* What you need to do *
Say only the number of lines in the entries below that contain "улица".

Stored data
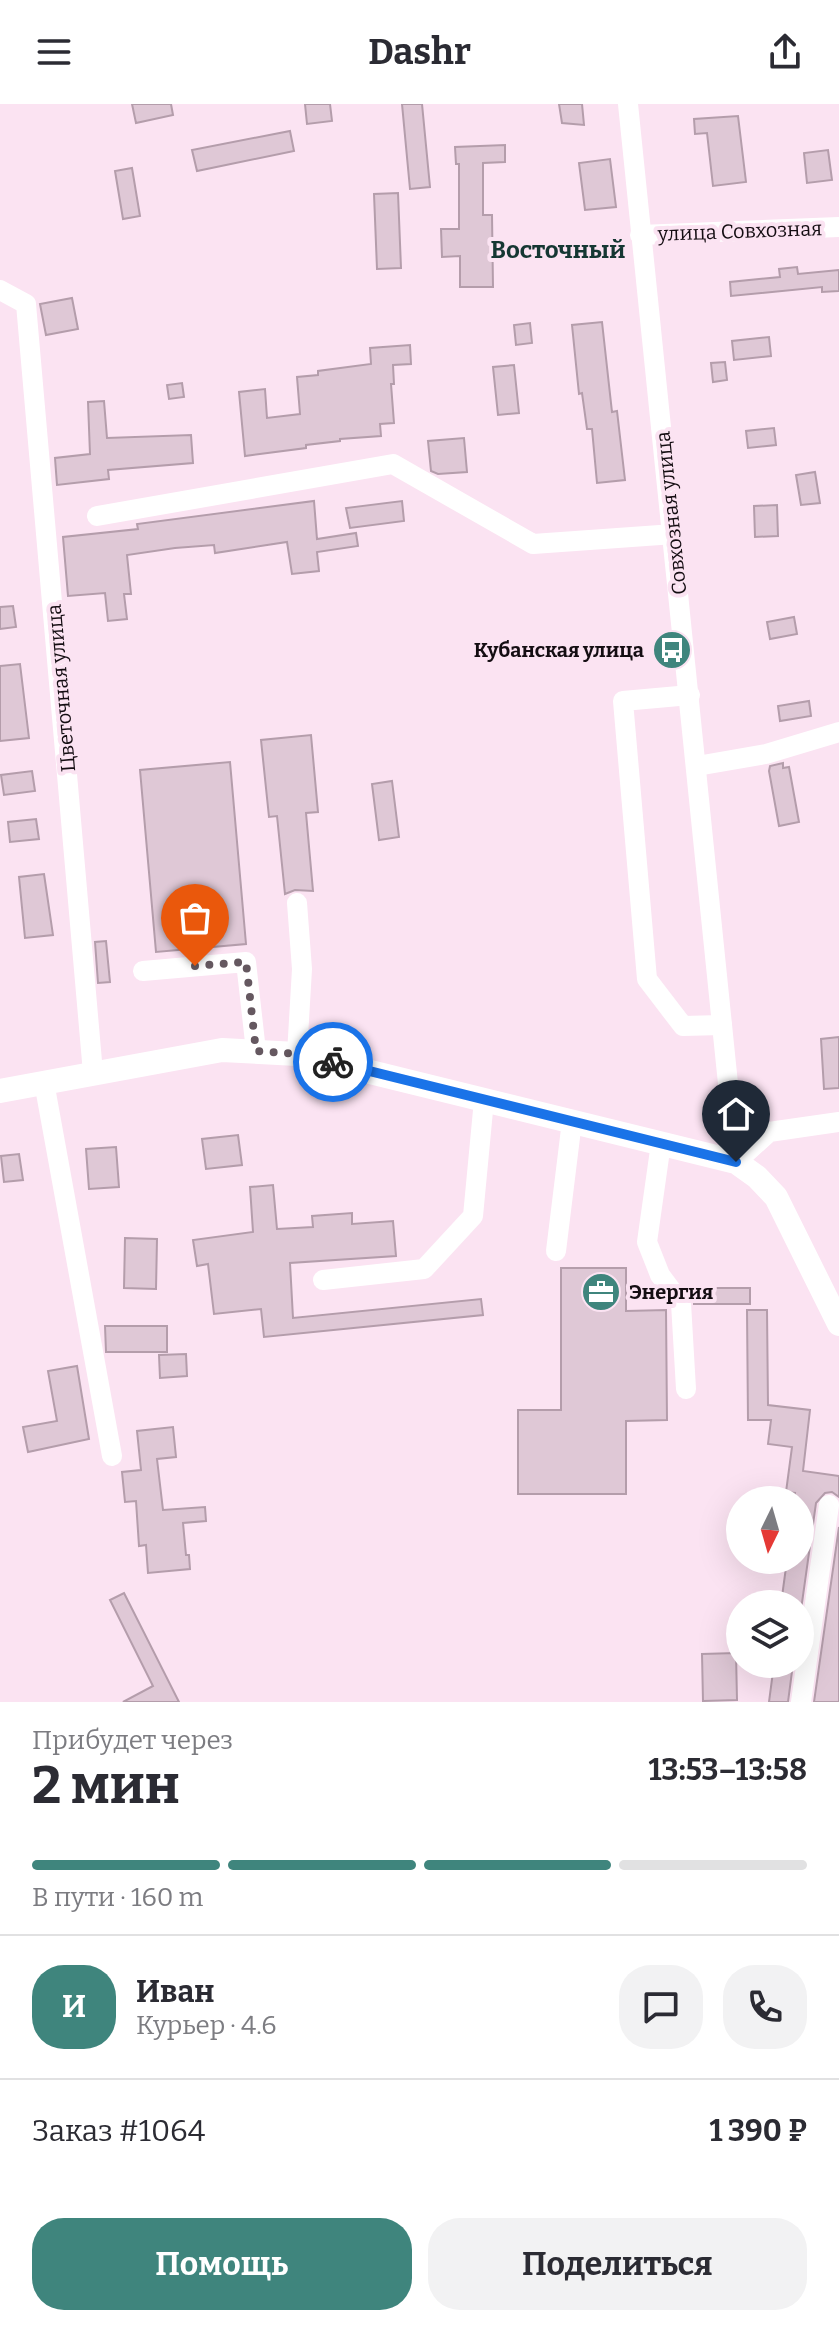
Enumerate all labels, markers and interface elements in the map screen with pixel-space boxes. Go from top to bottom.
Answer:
icon: menu [32,30,76,74]
text: Dashr [368,30,471,74]
icon: share [763,30,807,74]
street label: улица Совхозная [656,216,823,246]
district label: Восточный [491,236,625,264]
street label: Совхозная улица [650,430,692,596]
street label: Цветочная улица [42,603,80,773]
bus stop icon: Кубанская улица [651,629,693,671]
place label: Кубанская улица [474,638,644,662]
pin [161,884,229,966]
icon: bag [173,896,217,940]
courier [293,1022,373,1102]
icon: bike [311,1040,355,1084]
pin [702,1080,770,1162]
icon: home [714,1092,758,1136]
office icon: Энергия [580,1271,622,1313]
place label: Энергия [629,1280,713,1304]
north arrow [726,1486,814,1574]
map controls [726,1486,814,1678]
button: layers [726,1590,814,1678]
text: Прибудет через [32,1725,233,1756]
text: 13:53–13:58 [648,1752,807,1788]
text: 2 мин [32,1754,180,1817]
text: В пути · 160 m [32,1882,203,1913]
button: chat [619,1965,703,2049]
button: phone [723,1965,807,2049]
text: Иван [136,1974,214,2010]
text: И [62,1989,86,2025]
text: Курьер · 4.6 [136,2010,276,2041]
text: Заказ #1064 [32,2113,205,2149]
text: 1 390 ₽ [709,2113,807,2149]
button: Помощь [32,2218,412,2310]
button: Поделиться [428,2218,807,2310]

* Response to the exercise *
5